Unicode

Program data is stored in the computer’s memory (operational or constant) as a sequence of zeros and ones. At this level, there is no difference between strings, numbers, or booleans; everything in memory looks the same. The difference appears only as a result of interpretation. The program knows that a string is stored inside some variable, so it takes zeros and ones and passes them through the code table, which indicates which number corresponds to which letter. As a result, the programmer sees the line.

At the very beginning there was exactly one encoding - ASCII, based on the English alphabet. In this encoding, one character corresponds to 7 bits, in total, 128 characters are encoded in it. 95 of them are printed, they include uppercase and lowercase letters of the alphabet, numbers and punctuation marks, as well as 33 non-typed characters or so-called control codes. Most of them are not relevant now, but some, for example, the translation of the string \n is still used. For example, the i in lowercase corresponds to the binary number 1101001, which corresponds to the number 105 in decimal notation.

At first everything was fine, but with the proliferation of computers there was a need for other alphabets. Each country solved this problem by creating its own encoding, most of which are compatible with ASCII. That is, the first 128 numbers fully corresponded to ASCII, while the remaining 128 numbers were filled with the local alphabet. 128 + 128 = 256, and this is 2 to 8 degrees. These encodings were single-byte (one byte was required to store one character). Suddenly the gates of hell opened. An attempt to open a file in a different encoding in the editor resulted in the appearance of kryakozyabr: Øèðîêàÿ ýëåêòðèôèêàöèÿ þæíûõ ãóáåðíèé äàñò ìîùíûé òîë÷îê ïîäú¸ìó ñåëüñêîãî õîçÿéñòâà. They arise because the same code in different encodings corresponds to completely different characters, with the exception of the first 128. Therefore, the text using English letters is always read, and the rest is as lucky. The situation was aggravated by the fact that even within the same alphabet, many different encodings were created, for example: Windows-1252, KOI8-R, CP 866, ISO 8859-5.

In programming languages at that time, all functions for working with strings were created on the basis that one character is one byte. At least, this property was common to all encodings.

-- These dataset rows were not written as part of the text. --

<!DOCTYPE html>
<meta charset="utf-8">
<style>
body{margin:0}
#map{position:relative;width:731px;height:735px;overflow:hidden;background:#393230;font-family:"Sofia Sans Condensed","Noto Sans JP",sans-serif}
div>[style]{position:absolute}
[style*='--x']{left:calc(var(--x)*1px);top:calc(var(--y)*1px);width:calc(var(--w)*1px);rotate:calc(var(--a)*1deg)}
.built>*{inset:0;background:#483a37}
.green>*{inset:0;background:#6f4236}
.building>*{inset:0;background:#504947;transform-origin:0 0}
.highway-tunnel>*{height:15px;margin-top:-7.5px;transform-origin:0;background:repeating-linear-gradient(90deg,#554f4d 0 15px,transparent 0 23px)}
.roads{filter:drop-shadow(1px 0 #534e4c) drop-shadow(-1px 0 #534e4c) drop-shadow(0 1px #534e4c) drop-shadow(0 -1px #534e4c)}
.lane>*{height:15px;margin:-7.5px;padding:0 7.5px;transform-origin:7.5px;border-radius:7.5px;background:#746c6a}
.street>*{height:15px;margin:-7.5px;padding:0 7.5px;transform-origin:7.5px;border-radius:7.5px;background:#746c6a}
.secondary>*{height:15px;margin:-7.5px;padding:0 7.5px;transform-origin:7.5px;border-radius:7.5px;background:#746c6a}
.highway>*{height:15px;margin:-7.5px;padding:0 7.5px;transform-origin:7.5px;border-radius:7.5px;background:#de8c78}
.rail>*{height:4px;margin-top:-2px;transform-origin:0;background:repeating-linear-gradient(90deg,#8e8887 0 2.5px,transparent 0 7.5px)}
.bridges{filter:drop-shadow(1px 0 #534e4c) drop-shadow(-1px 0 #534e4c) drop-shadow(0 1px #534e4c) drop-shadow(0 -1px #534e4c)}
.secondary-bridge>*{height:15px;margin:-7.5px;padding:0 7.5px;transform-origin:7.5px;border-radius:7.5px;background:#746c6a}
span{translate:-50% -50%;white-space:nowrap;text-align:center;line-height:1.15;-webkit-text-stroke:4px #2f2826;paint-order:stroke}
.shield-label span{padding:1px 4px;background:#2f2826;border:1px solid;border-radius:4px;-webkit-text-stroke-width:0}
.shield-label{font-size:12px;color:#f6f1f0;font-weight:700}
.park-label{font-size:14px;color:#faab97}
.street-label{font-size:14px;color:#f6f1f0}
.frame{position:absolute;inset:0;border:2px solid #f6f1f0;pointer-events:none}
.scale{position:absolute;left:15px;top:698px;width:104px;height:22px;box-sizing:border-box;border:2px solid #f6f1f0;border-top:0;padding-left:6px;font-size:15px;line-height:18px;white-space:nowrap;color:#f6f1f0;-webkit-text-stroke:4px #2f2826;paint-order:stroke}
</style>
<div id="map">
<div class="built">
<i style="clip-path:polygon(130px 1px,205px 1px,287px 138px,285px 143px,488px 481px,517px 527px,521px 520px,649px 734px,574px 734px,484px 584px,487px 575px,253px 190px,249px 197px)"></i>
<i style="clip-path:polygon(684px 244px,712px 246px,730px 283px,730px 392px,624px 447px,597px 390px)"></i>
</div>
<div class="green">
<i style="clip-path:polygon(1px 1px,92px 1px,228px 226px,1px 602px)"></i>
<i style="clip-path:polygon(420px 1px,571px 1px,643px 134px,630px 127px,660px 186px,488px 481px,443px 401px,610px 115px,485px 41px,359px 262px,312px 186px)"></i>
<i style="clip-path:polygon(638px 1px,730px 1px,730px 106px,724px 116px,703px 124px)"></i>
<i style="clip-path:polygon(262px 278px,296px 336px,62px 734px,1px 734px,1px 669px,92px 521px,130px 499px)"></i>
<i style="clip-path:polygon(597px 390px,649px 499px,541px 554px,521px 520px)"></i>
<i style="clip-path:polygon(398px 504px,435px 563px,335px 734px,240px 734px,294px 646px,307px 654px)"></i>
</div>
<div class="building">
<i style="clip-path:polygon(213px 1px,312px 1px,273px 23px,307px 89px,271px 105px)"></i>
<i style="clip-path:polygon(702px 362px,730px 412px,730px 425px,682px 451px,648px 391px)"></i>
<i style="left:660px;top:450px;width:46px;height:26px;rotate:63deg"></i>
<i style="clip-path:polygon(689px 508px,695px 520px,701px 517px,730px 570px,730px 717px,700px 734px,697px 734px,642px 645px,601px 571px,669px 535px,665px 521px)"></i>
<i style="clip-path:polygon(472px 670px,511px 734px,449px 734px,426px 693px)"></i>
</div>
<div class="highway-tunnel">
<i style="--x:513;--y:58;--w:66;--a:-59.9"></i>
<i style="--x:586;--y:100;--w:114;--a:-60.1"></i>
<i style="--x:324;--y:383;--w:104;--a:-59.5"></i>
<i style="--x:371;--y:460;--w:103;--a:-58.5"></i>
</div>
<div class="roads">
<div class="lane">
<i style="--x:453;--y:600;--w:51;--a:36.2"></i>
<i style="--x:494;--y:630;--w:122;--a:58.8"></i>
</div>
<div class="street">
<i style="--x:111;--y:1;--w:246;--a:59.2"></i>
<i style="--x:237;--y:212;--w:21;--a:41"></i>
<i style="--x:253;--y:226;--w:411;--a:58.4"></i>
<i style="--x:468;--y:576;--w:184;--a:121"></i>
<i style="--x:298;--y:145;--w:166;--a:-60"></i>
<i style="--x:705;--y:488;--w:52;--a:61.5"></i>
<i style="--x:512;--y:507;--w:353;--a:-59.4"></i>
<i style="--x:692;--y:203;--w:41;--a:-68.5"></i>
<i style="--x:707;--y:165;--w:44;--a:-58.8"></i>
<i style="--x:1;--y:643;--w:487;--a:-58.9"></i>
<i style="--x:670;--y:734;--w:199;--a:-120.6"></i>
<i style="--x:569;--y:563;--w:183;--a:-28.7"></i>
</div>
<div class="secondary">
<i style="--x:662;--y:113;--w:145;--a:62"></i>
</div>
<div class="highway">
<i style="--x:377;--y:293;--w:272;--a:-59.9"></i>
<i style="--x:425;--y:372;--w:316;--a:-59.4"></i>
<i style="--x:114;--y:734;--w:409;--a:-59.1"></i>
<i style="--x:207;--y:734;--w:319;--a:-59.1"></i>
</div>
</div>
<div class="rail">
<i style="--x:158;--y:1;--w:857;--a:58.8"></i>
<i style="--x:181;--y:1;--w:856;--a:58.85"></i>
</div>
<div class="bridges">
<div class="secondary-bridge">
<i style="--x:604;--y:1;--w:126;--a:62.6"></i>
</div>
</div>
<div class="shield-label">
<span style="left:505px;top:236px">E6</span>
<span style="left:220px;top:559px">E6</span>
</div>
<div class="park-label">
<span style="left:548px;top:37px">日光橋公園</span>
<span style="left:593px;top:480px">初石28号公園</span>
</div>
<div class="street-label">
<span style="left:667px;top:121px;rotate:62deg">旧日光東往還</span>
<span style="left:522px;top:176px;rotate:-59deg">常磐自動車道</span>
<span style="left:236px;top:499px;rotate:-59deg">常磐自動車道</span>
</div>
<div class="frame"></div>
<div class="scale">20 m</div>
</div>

Different encodings have caused constant problems in the interaction of people and programs. This problem was especially acute with the development of the Internet. This situation could not continue indefinitely, and in the end the Unicode standard (Unicode) was created. At the moment it contains more than 100 thousand characters and includes all existing (and even dead) languages. The Unicode standard is not encoding and says nothing about how the characters should be stored in memory, it only defines the connection between the character and a certain number. The specific way of encoding Unicode is determined by the appropriate encodings, among which are UTF-8, UTF-16 and some others. In these encodings, one byte is no longer enough to store one character; they use more. UTF-8 behaves smarter: for the characters of the English alphabet (and some others) one byte is used, for other alphabets - 2.

After many years of popularizing Unicode, a miracle happened, and now the vast majority of software uses UTF-8. This process was painful and had different effects on programming languages.

Languages divided into two camps. Some have built in support for already existing functions and the transition to UTF-8 had no effect on the programming process. Among them are Java, Ruby, JavaScript.

instructions

Implement the invertCase function, which inverts the case of each character in the passed string. You can use the methods Character.isUpperCase(char ch), Character.toUpperCase(char ch) and Character.toLowerCase(char ch).

String str = "ПрИвЕт!";
invertCase(str); // пРиВеТ!

This task is for training and is not related to the topic of the lesson.


If you got stuck and don't know what to do, you can ask a question in our huge and friendly community
Exercise available only for signed users.

Please sign in with your GitHub account, this is necessary to track the progress of the lessons. If you do not have an account yet, now is the time to create an account on GitHub.